- Task to complete
Give the listing again word for word. Skip the pictures.

- Data for this task
-=-=-
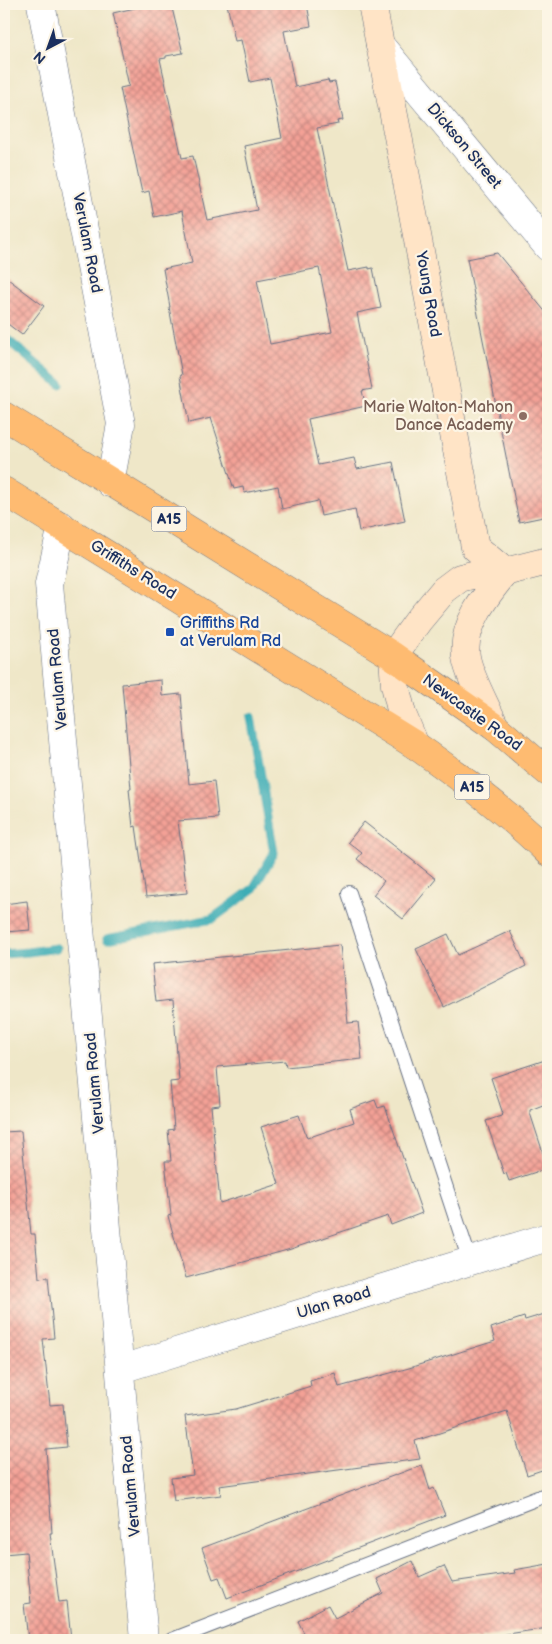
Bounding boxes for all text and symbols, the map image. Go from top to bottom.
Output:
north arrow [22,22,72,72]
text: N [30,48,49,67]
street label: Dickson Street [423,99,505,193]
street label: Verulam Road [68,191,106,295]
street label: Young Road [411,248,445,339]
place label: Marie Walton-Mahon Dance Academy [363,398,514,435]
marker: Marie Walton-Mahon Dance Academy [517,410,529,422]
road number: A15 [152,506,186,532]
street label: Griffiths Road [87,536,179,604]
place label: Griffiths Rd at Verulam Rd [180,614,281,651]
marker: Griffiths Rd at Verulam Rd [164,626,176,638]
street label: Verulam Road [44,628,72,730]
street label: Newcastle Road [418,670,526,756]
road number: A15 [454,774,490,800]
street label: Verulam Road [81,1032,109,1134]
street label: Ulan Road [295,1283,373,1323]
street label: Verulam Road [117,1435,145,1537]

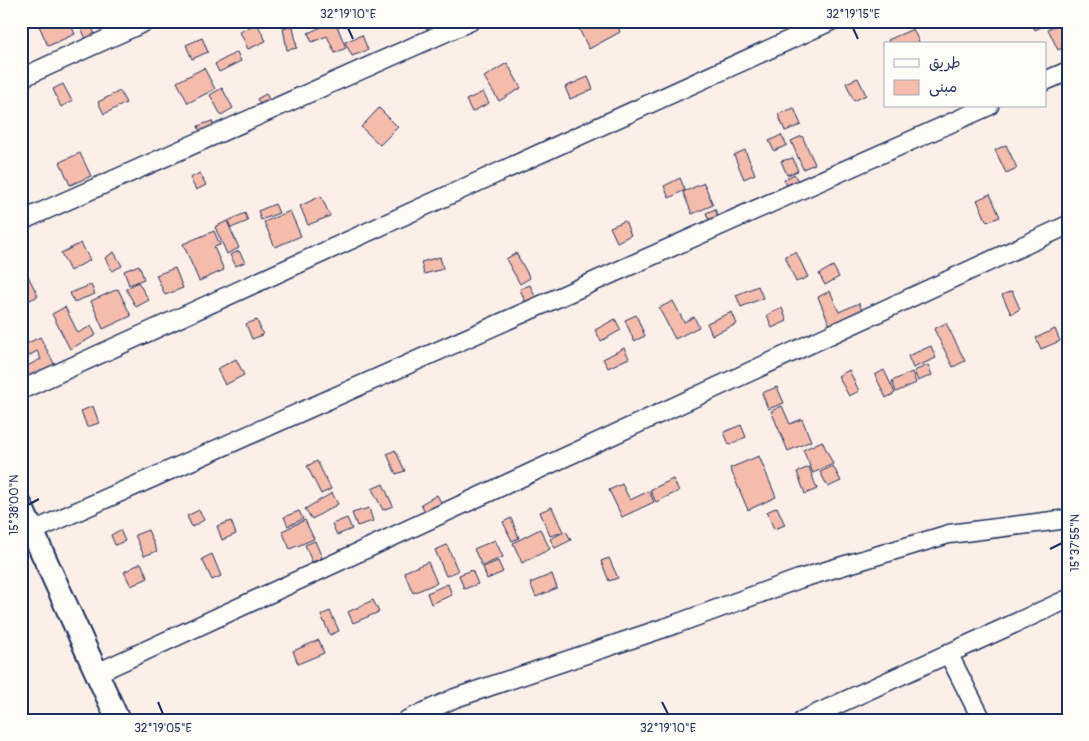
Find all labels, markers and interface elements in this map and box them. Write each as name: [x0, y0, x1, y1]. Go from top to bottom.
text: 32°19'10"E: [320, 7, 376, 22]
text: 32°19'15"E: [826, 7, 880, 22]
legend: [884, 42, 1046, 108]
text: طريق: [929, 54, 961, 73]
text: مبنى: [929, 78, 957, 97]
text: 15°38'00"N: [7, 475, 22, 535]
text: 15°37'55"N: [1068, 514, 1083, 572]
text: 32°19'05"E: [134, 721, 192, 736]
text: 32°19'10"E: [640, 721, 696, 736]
-=-=-
- Answer for this exercise
Bounding boxes for all text and symbols, the map image. Go from top to bottom.
Output:
north arrow [22,22,72,72]
text: N [30,48,49,67]
street label: Dickson Street [423,99,505,193]
street label: Verulam Road [68,191,106,295]
street label: Young Road [411,248,445,339]
place label: Marie Walton-Mahon Dance Academy [363,398,514,435]
marker: Marie Walton-Mahon Dance Academy [517,410,529,422]
road number: A15 [152,506,186,532]
street label: Griffiths Road [87,536,179,604]
place label: Griffiths Rd at Verulam Rd [180,614,281,651]
marker: Griffiths Rd at Verulam Rd [164,626,176,638]
street label: Verulam Road [44,628,72,730]
street label: Newcastle Road [418,670,526,756]
road number: A15 [454,774,490,800]
street label: Verulam Road [81,1032,109,1134]
street label: Ulan Road [295,1283,373,1323]
street label: Verulam Road [117,1435,145,1537]

Find all labels, markers and interface elements in this map and box them. Write each as name: [x0, y0, x1, y1]. Go from top to bottom.
text: 32°19'10"E: [320, 7, 376, 22]
text: 32°19'15"E: [826, 7, 880, 22]
legend: [884, 42, 1046, 108]
text: طريق: [929, 54, 961, 73]
text: مبنى: [929, 78, 957, 97]
text: 15°38'00"N: [7, 475, 22, 535]
text: 15°37'55"N: [1068, 514, 1083, 572]
text: 32°19'05"E: [134, 721, 192, 736]
text: 32°19'10"E: [640, 721, 696, 736]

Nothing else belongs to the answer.